### Your goal
When a line of the records below contains the string "lineWidth", copy that whole line.
+++ Exercise materials +++
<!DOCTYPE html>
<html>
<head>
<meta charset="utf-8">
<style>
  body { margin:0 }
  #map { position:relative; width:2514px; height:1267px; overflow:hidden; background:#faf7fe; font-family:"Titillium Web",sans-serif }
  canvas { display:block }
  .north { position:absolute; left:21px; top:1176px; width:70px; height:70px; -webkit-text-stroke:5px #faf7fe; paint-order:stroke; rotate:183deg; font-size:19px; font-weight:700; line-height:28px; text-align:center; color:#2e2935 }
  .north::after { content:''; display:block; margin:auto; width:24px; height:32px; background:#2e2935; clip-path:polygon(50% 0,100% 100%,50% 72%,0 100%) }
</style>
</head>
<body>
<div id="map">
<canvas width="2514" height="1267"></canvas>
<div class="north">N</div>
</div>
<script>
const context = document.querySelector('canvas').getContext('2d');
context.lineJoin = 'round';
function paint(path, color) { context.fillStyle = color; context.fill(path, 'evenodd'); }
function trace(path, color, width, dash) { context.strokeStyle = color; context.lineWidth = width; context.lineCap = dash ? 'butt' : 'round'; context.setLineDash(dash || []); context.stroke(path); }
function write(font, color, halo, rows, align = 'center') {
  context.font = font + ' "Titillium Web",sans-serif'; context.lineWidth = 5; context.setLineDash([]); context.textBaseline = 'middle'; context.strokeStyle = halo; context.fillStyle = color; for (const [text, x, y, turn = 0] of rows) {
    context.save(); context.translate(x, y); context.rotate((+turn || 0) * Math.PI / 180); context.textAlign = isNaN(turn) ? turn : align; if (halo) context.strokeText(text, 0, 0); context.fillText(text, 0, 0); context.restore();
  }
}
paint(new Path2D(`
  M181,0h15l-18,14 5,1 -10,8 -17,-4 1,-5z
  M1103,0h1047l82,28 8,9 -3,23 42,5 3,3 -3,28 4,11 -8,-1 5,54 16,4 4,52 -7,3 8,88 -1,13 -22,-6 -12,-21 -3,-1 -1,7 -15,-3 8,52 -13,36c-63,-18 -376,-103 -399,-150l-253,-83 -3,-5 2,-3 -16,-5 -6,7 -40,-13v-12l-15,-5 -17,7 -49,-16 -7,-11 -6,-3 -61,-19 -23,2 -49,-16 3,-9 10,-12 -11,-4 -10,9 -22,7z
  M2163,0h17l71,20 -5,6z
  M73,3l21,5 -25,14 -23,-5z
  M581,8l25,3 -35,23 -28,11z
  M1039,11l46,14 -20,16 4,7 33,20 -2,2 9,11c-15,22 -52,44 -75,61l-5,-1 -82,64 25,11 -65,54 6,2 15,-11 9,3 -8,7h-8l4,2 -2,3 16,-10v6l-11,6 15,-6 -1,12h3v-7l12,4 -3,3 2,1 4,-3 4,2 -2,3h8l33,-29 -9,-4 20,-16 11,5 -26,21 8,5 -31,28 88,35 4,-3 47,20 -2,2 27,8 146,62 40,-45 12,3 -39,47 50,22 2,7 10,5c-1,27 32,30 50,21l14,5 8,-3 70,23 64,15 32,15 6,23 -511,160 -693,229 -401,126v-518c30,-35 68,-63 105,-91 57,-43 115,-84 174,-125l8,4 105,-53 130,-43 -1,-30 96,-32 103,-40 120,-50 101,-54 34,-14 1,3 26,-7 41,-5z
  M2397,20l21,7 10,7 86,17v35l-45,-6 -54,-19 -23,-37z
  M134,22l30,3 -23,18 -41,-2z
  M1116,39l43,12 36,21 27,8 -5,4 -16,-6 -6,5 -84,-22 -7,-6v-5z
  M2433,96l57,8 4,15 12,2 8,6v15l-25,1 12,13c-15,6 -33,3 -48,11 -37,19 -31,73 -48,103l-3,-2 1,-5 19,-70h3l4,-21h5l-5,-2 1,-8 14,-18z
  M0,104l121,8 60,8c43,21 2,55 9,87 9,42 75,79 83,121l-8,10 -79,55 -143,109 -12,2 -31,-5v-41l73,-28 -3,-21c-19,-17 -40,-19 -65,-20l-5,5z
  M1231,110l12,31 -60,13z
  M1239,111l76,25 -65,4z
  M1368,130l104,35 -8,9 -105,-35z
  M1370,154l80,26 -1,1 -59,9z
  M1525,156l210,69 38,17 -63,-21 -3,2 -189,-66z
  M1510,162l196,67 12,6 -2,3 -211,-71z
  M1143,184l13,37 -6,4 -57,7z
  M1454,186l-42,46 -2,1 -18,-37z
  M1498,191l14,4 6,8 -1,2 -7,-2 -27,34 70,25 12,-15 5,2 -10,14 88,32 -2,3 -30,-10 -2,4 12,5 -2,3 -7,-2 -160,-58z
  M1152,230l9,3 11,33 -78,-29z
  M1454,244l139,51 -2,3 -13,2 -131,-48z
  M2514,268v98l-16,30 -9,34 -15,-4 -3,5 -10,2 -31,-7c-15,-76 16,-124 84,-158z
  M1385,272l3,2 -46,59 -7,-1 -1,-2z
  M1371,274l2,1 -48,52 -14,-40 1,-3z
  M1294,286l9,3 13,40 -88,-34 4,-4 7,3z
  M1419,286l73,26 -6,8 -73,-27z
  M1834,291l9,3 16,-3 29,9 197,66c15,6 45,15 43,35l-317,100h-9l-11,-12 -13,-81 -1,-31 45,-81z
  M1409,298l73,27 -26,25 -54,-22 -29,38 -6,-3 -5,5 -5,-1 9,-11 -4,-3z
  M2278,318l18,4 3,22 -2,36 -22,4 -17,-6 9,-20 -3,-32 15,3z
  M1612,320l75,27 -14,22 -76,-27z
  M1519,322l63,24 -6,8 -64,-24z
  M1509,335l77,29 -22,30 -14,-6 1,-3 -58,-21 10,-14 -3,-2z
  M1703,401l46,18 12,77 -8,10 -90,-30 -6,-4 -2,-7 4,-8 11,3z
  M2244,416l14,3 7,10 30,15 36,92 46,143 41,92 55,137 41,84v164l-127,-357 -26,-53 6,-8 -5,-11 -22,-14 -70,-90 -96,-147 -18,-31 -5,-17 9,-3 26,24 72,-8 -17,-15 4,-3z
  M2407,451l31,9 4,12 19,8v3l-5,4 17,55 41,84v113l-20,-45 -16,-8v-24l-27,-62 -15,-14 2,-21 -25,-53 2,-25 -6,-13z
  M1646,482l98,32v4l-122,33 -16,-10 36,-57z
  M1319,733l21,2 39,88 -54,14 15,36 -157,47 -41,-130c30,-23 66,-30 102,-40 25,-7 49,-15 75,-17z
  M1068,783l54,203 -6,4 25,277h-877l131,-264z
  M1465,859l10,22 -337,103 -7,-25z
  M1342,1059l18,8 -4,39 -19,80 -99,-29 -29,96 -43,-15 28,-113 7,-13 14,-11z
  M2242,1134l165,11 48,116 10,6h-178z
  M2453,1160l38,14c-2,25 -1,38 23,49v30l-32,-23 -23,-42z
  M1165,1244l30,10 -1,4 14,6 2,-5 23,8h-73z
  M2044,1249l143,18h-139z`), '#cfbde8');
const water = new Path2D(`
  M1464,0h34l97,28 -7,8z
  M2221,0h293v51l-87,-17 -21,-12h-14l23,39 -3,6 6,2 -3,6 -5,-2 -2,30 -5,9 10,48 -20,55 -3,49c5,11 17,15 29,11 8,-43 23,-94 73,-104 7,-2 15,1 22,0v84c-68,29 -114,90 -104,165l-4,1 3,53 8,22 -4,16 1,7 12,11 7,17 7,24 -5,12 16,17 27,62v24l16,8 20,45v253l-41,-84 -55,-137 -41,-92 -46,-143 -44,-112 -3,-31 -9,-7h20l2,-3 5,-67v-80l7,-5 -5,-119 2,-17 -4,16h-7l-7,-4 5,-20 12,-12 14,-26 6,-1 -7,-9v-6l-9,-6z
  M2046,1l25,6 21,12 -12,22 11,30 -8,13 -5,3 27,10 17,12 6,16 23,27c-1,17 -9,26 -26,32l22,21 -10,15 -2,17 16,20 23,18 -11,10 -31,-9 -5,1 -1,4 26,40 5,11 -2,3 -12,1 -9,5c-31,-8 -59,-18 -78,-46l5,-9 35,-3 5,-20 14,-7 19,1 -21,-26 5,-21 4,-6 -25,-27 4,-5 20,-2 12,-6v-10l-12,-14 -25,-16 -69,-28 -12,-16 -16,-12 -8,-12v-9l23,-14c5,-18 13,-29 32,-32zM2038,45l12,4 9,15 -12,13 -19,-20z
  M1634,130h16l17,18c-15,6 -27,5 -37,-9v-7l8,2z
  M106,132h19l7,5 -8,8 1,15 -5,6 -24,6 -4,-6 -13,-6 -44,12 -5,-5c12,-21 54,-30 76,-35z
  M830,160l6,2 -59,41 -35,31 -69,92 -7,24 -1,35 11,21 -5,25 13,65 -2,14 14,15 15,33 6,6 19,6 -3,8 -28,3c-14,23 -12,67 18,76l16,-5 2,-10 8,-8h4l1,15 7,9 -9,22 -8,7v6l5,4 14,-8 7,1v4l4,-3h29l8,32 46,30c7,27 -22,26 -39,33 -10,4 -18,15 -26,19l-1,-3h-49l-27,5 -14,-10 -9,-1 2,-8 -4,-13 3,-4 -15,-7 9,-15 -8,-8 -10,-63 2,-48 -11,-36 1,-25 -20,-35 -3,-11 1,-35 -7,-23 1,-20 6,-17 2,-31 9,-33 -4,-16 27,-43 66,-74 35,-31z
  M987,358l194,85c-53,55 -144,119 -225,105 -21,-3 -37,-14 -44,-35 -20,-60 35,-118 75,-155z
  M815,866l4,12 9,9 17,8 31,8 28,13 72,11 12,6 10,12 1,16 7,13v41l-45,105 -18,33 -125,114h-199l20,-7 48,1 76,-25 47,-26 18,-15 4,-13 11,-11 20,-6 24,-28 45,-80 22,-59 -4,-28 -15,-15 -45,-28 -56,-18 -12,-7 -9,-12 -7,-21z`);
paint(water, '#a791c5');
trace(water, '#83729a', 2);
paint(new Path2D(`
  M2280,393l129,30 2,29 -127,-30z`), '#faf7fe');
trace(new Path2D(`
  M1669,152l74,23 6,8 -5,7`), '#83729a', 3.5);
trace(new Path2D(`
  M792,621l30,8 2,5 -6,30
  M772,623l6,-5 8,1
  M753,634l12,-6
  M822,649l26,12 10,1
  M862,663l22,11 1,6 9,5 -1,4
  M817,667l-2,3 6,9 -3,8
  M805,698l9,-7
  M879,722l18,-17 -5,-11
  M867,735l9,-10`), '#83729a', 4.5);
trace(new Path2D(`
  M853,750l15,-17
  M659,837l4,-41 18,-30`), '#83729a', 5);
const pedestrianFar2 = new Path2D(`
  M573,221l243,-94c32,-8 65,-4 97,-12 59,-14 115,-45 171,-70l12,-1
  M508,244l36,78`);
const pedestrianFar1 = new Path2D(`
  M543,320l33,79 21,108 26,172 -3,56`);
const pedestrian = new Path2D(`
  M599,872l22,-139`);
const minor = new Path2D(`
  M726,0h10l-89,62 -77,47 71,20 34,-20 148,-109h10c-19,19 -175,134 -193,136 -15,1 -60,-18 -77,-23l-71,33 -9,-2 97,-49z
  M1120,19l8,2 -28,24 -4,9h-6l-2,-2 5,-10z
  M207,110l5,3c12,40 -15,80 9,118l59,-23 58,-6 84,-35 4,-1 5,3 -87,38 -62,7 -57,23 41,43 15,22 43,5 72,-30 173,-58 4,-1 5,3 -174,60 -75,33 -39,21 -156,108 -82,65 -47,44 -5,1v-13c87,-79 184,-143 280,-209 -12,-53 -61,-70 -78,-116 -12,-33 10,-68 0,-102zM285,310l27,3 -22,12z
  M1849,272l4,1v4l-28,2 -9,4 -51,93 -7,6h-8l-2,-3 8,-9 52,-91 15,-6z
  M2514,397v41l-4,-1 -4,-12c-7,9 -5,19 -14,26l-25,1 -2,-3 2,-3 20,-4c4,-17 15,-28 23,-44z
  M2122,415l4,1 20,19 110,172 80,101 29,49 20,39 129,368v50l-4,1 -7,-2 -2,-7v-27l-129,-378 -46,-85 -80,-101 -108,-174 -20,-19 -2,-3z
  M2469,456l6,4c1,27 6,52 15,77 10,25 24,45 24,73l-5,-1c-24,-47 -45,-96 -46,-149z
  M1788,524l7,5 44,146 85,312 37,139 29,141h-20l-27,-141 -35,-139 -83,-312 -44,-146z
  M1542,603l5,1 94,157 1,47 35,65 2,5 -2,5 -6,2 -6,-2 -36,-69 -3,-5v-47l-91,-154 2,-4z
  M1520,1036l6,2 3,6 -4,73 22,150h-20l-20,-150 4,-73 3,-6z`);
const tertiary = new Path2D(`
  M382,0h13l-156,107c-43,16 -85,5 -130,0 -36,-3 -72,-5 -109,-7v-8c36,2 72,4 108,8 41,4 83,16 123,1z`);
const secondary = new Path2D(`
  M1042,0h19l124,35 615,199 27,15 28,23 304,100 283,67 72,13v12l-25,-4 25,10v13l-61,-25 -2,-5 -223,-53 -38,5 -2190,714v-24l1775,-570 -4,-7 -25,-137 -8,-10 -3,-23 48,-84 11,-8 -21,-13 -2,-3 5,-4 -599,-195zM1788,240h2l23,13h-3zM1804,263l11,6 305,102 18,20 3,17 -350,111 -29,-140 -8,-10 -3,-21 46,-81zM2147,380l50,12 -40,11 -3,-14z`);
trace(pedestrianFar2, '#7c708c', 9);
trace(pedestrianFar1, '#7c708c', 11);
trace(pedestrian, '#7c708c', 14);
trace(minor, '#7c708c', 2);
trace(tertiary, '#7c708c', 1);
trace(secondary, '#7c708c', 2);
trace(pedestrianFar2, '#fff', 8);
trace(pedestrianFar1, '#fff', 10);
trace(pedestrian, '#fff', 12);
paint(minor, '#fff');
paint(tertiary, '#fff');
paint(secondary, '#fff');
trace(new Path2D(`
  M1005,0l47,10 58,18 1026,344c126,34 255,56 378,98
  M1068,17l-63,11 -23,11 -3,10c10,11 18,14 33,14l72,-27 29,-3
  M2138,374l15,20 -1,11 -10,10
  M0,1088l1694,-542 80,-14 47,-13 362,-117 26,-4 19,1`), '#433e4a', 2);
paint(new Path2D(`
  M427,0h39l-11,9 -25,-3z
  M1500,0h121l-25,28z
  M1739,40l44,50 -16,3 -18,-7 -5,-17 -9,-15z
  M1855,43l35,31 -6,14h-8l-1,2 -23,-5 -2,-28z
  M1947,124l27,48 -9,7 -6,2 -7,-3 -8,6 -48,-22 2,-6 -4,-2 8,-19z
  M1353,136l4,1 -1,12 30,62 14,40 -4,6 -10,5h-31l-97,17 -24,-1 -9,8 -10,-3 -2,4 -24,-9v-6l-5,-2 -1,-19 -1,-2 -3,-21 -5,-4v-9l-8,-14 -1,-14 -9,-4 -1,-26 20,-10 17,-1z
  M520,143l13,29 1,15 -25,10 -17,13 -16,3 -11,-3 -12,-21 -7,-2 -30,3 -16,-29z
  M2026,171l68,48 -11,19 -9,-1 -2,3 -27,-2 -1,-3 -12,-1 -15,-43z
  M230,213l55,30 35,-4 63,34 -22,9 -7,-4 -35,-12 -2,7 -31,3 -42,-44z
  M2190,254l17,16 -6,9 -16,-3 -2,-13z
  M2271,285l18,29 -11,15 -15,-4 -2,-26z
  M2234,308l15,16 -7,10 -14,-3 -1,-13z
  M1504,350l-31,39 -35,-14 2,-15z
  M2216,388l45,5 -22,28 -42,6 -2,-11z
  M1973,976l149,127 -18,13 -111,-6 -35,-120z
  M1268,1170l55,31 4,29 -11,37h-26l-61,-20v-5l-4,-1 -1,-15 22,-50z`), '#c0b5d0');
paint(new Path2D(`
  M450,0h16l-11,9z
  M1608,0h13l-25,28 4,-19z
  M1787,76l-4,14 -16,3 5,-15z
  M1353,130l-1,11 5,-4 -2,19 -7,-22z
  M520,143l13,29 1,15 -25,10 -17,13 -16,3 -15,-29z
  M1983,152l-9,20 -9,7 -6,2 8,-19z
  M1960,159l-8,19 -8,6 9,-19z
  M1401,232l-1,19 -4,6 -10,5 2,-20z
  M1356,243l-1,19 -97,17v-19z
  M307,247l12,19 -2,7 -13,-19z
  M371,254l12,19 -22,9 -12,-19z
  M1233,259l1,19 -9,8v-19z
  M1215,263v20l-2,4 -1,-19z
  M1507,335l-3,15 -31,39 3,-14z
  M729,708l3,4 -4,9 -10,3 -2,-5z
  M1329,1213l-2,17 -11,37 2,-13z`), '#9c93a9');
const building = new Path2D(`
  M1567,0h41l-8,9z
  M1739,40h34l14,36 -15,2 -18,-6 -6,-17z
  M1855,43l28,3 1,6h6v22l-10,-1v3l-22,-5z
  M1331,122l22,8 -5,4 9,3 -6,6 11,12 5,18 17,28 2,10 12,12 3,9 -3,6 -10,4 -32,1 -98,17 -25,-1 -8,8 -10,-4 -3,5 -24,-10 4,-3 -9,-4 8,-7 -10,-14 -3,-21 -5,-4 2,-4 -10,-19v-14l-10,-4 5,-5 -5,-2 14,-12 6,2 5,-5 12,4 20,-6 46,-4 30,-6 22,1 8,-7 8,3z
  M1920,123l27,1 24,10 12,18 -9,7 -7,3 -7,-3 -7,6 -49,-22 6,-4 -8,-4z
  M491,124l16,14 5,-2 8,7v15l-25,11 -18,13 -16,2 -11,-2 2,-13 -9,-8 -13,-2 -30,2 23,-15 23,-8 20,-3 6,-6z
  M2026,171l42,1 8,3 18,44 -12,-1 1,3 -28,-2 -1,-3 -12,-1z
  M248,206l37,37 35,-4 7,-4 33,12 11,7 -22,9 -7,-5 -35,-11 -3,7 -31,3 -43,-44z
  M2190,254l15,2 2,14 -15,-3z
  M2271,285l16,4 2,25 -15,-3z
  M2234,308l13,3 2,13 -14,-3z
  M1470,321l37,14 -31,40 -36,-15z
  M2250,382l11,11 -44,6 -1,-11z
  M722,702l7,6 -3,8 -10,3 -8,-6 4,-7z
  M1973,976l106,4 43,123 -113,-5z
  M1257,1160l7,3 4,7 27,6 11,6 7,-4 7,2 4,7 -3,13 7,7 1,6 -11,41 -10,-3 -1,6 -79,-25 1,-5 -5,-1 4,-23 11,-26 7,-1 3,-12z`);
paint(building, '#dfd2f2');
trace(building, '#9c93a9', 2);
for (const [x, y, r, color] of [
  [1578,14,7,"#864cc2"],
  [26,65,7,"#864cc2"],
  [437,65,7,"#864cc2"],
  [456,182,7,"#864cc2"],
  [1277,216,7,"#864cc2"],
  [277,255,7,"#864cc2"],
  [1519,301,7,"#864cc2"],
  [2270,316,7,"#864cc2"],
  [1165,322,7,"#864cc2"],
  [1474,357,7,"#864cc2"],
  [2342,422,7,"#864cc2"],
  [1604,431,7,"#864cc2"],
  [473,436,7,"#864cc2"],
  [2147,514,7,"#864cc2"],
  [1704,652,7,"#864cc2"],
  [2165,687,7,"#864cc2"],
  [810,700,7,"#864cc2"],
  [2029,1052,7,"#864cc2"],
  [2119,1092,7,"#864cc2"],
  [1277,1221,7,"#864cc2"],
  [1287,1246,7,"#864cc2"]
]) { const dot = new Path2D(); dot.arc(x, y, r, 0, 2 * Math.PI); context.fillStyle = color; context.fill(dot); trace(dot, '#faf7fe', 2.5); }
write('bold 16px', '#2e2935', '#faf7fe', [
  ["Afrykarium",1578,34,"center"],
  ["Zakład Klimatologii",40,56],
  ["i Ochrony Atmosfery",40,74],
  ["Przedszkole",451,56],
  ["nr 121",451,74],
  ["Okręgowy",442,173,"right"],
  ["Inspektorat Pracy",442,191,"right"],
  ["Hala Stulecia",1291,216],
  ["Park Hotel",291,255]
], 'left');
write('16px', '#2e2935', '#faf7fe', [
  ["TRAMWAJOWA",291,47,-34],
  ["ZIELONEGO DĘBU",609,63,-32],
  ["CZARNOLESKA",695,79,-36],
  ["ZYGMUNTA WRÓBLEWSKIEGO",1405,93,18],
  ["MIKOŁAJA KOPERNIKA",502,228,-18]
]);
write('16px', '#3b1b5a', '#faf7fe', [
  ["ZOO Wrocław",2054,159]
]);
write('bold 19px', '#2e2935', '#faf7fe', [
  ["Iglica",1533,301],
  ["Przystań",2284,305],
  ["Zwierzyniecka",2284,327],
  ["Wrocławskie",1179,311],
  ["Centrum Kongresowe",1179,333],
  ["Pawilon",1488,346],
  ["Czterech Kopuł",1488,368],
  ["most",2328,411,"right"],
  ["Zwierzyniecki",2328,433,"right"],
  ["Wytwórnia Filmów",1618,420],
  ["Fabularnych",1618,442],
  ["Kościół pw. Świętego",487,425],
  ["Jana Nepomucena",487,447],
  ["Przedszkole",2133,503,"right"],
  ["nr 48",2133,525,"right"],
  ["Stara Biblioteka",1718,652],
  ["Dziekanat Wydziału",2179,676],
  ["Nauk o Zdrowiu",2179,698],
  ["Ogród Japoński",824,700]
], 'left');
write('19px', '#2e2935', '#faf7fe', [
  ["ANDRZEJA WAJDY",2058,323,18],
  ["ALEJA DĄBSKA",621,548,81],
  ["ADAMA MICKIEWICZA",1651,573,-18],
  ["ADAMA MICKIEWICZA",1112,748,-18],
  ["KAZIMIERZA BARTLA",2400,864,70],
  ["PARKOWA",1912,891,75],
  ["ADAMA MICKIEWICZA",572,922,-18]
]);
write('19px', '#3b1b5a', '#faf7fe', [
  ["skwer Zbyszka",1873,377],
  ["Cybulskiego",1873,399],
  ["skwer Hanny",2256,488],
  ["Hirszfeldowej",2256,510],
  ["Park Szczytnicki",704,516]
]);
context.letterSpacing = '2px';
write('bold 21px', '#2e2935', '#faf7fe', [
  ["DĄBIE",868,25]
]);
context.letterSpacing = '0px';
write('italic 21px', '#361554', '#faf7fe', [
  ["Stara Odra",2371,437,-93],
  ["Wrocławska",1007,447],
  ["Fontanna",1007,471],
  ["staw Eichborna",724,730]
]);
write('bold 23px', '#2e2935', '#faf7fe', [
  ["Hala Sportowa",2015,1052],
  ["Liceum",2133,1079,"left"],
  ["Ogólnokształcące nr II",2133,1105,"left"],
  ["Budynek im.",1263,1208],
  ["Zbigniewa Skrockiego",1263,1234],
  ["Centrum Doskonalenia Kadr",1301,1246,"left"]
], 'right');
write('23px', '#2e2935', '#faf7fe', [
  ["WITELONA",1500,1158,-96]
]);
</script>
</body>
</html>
+++
### Task response
function trace(path, color, width, dash) { context.strokeStyle = color; context.lineWidth = width; context.lineCap = dash ? 'butt' : 'round'; context.setLineDash(dash || []); context.stroke(path); }
  context.font = font + ' "Titillium Web",sans-serif'; context.lineWidth = 5; context.setLineDash([]); context.textBaseline = 'middle'; context.strokeStyle = halo; context.fillStyle = color; for (const [text, x, y, turn = 0] of rows) {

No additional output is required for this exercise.